INSTRUCTIONS TO FOLLOW: Sift the material for lines containing "icon", and return them.

▬▬▬▬▬▬

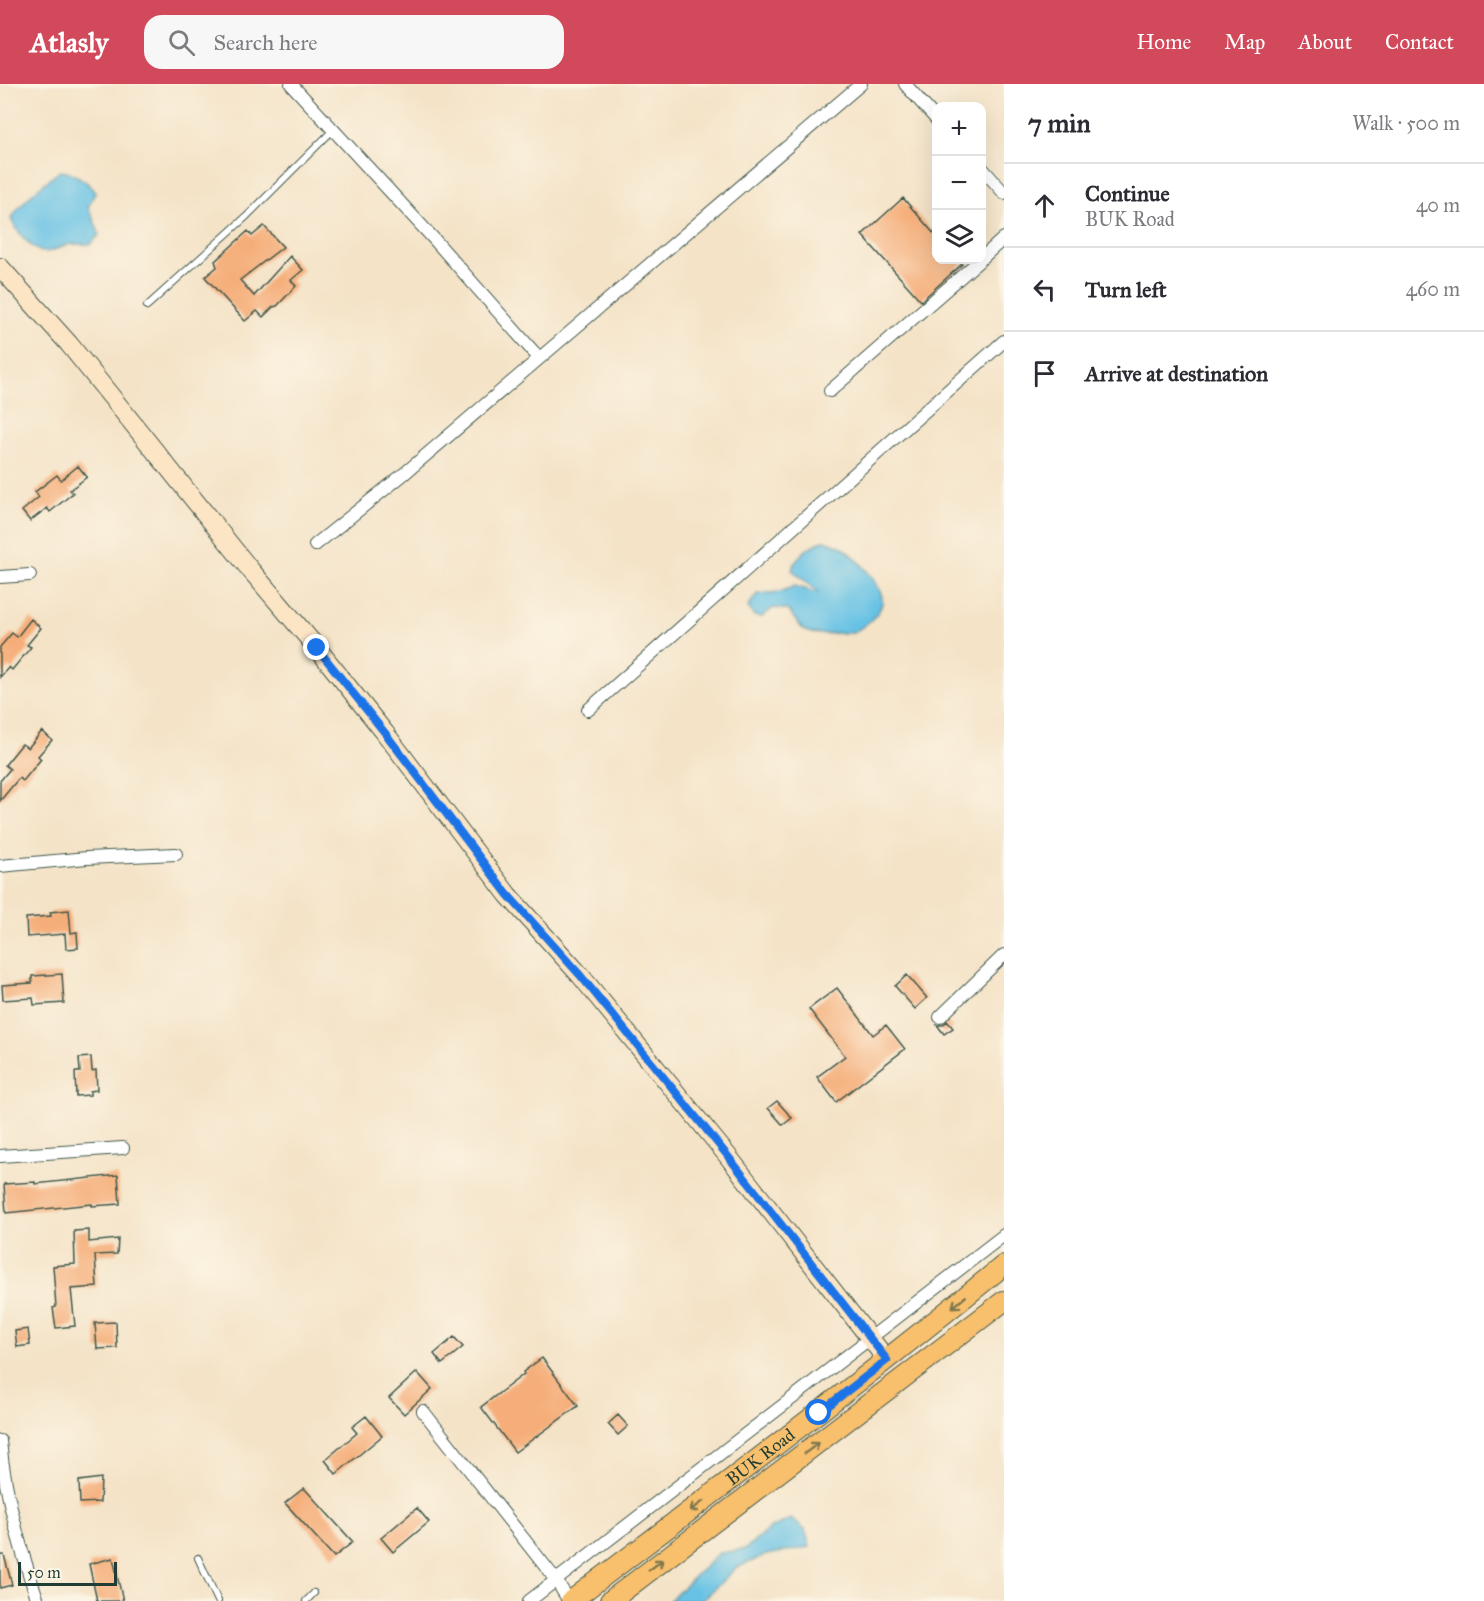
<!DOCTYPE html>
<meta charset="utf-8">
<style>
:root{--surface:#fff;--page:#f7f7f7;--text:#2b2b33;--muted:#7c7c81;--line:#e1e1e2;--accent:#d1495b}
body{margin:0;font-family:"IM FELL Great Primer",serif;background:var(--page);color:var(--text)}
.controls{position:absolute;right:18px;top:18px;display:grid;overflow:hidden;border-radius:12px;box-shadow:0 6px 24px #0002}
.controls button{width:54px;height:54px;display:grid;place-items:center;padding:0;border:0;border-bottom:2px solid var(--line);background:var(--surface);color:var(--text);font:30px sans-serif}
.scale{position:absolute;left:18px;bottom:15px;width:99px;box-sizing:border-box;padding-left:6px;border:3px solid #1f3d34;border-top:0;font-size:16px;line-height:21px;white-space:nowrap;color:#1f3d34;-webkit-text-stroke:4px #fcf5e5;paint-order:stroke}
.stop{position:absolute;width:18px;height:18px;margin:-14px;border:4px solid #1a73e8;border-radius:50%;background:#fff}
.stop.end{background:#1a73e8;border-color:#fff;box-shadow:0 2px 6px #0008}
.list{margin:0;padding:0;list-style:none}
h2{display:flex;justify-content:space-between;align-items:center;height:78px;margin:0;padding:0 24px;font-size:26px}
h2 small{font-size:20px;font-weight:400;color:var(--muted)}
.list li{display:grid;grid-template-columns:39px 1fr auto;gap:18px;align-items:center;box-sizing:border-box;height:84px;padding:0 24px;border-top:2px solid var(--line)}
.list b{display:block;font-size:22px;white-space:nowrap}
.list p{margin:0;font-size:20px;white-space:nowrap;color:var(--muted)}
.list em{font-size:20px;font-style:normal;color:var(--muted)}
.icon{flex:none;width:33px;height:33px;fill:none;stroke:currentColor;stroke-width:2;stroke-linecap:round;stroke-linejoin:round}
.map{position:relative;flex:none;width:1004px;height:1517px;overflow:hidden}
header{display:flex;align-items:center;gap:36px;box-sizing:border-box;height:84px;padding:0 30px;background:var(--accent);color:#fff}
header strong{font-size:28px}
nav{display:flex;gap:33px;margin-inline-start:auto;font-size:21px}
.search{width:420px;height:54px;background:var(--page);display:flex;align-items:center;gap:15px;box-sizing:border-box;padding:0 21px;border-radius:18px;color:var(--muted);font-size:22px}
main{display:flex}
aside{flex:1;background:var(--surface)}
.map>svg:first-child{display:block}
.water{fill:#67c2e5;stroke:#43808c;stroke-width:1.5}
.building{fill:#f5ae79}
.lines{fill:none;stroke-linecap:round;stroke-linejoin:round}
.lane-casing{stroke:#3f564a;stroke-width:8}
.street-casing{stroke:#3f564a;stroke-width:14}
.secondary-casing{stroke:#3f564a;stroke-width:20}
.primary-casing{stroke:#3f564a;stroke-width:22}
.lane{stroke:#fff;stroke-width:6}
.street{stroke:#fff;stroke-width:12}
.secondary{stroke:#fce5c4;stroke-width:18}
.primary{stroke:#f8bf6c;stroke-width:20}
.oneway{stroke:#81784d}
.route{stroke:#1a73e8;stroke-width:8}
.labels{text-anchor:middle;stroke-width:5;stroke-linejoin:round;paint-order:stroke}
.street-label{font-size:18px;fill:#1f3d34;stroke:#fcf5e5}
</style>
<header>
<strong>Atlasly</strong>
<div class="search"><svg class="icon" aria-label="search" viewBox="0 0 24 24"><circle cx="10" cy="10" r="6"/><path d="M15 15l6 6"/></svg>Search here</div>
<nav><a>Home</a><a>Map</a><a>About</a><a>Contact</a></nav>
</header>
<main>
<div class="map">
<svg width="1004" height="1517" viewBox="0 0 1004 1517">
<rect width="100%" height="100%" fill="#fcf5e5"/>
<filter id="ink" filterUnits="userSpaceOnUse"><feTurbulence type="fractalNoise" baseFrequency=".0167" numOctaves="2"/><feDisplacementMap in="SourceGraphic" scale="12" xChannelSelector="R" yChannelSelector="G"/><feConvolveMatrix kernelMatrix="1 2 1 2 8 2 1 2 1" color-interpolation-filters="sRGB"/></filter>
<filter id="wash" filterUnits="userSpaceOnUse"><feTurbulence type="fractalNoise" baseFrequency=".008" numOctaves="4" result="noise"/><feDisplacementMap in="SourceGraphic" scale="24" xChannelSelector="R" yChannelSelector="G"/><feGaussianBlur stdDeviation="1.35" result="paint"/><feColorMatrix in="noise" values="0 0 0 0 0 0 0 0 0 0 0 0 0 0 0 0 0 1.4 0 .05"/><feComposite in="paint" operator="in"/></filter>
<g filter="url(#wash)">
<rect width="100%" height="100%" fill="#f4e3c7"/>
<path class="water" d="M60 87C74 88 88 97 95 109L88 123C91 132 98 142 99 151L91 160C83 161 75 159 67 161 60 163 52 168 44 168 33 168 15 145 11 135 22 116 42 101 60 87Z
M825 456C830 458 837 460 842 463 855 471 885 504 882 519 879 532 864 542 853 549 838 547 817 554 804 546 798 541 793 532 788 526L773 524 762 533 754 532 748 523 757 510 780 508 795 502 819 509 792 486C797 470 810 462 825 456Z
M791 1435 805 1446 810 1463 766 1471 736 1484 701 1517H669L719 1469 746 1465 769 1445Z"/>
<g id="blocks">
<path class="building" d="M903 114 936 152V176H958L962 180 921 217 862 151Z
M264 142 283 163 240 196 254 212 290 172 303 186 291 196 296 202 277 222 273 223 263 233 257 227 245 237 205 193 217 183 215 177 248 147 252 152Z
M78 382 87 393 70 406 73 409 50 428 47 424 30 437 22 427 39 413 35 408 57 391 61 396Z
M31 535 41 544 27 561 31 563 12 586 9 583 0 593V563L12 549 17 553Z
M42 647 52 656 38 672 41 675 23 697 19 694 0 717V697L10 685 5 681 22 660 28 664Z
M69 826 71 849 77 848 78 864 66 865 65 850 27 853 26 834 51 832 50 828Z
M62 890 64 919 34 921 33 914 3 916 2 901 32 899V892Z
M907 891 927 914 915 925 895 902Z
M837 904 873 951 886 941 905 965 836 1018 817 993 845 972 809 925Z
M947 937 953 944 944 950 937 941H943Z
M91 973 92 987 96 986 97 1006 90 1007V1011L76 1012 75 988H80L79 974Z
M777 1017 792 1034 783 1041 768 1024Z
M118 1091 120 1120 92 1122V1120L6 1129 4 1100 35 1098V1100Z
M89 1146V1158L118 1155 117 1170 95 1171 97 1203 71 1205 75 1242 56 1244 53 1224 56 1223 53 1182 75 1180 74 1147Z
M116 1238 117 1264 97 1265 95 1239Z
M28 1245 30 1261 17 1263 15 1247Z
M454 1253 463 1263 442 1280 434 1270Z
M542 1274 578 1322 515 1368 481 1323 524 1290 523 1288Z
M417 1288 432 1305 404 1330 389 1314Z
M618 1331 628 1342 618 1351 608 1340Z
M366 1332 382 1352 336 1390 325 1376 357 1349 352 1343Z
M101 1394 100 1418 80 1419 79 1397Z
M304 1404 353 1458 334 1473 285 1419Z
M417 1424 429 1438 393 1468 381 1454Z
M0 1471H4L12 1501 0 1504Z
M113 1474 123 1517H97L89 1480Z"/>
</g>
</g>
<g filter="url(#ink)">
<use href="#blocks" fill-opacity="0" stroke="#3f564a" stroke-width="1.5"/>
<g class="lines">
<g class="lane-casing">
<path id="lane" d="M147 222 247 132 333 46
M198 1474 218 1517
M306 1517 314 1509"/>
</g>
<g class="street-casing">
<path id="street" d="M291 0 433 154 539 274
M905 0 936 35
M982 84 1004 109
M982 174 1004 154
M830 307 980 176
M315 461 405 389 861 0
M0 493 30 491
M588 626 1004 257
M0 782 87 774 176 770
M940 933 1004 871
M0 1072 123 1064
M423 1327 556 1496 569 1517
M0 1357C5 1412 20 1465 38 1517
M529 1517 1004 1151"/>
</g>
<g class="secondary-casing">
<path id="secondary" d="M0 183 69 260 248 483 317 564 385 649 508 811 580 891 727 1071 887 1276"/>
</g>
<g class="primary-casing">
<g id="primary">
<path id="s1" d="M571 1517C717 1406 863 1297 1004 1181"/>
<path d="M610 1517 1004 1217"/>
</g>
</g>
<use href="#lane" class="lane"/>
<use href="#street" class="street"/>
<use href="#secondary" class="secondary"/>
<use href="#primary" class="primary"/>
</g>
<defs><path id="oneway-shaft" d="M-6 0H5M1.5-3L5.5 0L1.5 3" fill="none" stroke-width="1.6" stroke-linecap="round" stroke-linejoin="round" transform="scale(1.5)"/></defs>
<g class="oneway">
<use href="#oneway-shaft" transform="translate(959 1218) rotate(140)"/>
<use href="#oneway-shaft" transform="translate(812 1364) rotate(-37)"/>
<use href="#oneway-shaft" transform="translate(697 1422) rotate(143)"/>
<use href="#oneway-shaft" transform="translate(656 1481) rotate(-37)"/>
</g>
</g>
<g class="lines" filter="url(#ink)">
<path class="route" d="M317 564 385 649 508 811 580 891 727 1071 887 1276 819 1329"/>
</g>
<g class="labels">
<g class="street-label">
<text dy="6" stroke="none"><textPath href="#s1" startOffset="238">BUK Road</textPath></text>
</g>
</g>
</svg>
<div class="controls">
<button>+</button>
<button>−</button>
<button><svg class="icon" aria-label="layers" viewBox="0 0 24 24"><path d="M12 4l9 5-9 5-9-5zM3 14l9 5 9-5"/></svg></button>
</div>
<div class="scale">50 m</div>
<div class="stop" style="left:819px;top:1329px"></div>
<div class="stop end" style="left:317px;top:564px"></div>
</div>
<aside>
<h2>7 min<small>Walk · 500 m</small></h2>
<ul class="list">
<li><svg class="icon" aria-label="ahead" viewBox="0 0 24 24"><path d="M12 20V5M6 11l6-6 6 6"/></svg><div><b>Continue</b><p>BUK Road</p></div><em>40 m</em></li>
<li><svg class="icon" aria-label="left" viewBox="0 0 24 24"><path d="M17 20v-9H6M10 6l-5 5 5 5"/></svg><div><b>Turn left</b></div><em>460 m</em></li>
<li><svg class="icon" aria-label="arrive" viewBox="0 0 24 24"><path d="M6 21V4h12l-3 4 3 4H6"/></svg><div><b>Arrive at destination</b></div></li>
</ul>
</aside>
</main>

▬▬▬▬▬▬

WRITTEN ANSWER:
.icon{flex:none;width:33px;height:33px;fill:none;stroke:currentColor;stroke-width:2;stroke-linecap:round;stroke-linejoin:round}
<div class="search"><svg class="icon" aria-label="search" viewBox="0 0 24 24"><circle cx="10" cy="10" r="6"/><path d="M15 15l6 6"/></svg>Search here</div>
<button><svg class="icon" aria-label="layers" viewBox="0 0 24 24"><path d="M12 4l9 5-9 5-9-5zM3 14l9 5 9-5"/></svg></button>
<li><svg class="icon" aria-label="ahead" viewBox="0 0 24 24"><path d="M12 20V5M6 11l6-6 6 6"/></svg><div><b>Continue</b><p>BUK Road</p></div><em>40 m</em></li>
<li><svg class="icon" aria-label="left" viewBox="0 0 24 24"><path d="M17 20v-9H6M10 6l-5 5 5 5"/></svg><div><b>Turn left</b></div><em>460 m</em></li>
<li><svg class="icon" aria-label="arrive" viewBox="0 0 24 24"><path d="M6 21V4h12l-3 4 3 4H6"/></svg><div><b>Arrive at destination</b></div></li>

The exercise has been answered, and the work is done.